Kevin Küh­nert, auf Ihrem Twit­ter­profil ist ein abge­wracktes Fuß­ball­sta­dion zu sehen. Was hat es damit auf sich?
Das ist das Dritt­li­ga­sta­dion von Almada, Por­tugal. Ich bin ein rie­siger Lis­sabon-Fan — also von der Stadt, nicht von einem Verein — und Almada liegt auf der anderen Seite des Tejo. Ein Freund und ich wollten dort die Christo-Statue sehen, sind mit einem Schiff rüber und auf dem Bergweg am Sta­dion vor­bei­ge­kommen. Es war nicht geplant, aber ein guter Zufall, weil wir in Lis­sabon eh immer nach einem Fuß­ball­spiel Aus­schau halten.

Wie bitte?
(Lacht.) Ja, Fuß­ball­gu­cken ist das letzte Hobby, das mir die Arbeit gelassen hat. Ich mag es zu groundhoppen. Und Fuß­ball bietet sowieso die beste Abwechs­lung, wenn man tags­über auf Tagungen hockt. Dann schaue ich Sonn­tags um 13 Uhr in die App, was noch auf dem Heimweg liegt und irgendwas findet sich eigent­lich immer.

Und wenn doch kein Fuß­ball läuft?
Dann eben Hand­ball. Oder Eis­ho­ckey. Oder Cur­ling.

Für die meisten Groundhopper gilt es, alle Sta­dien in einer Liga, in einem Land oder einem Kon­ti­nent gesehen zu haben. Wonach wählen Sie aus?
Nee, das ist bei mir völlig beliebig. Ich kata­lo­gi­siere die Sta­dien jetzt auch nicht. Alles, was ich behalte, sind die Tickets oder kleinen Abriss­kärt­chen, die ich vorne am Kas­sen­häus­chen bekommen habe. Aber zuhause werden die nicht ein­sor­tiert, son­dern fliegen alle in eine kleine Box.

Gibt es trotzdem ein Fuß­ball­land, von dem Sie schwärmen?
Tan­sania. Da habe ich meinen besten Freund besucht, als er dort stu­dierte, und wir haben uns in Dar es Salaam, der größten Stadt des Landes, das Derby ange­sehen: Yanga FC gegen Simba SC im Ben­jamin-Mkapa-Sta­dion. Völlig über­füllte Ränge, sen­gende Hitze und sehr viel gute Laune. Der Lärm­pegel war kon­ti­nu­ier­lich hoch, völlig egal, was auf dem Platz geschah. Das war eine über­ra­gende, ganz andere Fan­kultur.
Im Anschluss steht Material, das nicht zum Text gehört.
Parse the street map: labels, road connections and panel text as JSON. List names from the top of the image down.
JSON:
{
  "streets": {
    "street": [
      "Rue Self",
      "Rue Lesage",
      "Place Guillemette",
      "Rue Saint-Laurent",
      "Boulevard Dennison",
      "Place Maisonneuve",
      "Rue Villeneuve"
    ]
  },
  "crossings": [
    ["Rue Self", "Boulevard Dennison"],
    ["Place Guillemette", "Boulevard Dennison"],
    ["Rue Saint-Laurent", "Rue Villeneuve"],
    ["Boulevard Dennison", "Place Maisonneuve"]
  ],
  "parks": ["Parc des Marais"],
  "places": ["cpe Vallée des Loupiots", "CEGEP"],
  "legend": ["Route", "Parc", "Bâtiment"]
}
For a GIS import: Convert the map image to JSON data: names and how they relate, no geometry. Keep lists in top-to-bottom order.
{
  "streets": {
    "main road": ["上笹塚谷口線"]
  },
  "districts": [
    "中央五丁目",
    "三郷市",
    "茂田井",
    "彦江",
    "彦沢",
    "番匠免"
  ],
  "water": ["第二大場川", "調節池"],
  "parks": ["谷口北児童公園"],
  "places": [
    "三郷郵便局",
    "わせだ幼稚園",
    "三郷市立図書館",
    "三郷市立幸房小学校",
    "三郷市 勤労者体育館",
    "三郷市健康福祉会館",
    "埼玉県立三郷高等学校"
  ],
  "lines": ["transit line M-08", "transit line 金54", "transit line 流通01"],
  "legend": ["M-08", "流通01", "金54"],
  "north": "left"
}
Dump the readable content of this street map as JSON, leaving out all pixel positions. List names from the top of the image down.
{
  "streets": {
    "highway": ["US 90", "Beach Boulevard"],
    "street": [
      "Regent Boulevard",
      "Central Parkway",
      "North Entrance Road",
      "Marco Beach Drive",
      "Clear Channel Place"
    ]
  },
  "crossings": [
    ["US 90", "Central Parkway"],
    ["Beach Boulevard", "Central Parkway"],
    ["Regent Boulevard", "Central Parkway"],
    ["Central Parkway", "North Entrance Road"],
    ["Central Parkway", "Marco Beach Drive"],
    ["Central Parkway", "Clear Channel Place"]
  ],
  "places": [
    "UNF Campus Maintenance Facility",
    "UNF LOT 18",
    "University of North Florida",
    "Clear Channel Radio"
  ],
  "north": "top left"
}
Was macht für Sie einen Sta­di­on­be­such aus?
Meine Fuß­ball­so­zia­li­sa­tion hat bei Tennis Borussia Berlin begonnen, des­halb mag ich den Ama­teur­fuß­ball und ‑sport. Marode Sta­dien, gras­über­wu­cherte Steh­tra­versen — das lässt mein Herz höher schlagen. Den Reiz daran zu erklären, ist wirk­lich schwierig, aber ich beob­achte immer inter­es­siert die Dyna­miken auf einem Fuß­ball­platz in länd­li­chen Gegenden. Dort, wo das ganze Dorf noch am Spieltag zusam­men­kommt. Die Leute treffen sich, jedes ver­dammte Unter­nehmen hat eine Wer­be­bande gekauft und die Men­schen, egal wel­chen Status sie haben, sitzen alle auf der glei­chen, kleinen Tri­büne.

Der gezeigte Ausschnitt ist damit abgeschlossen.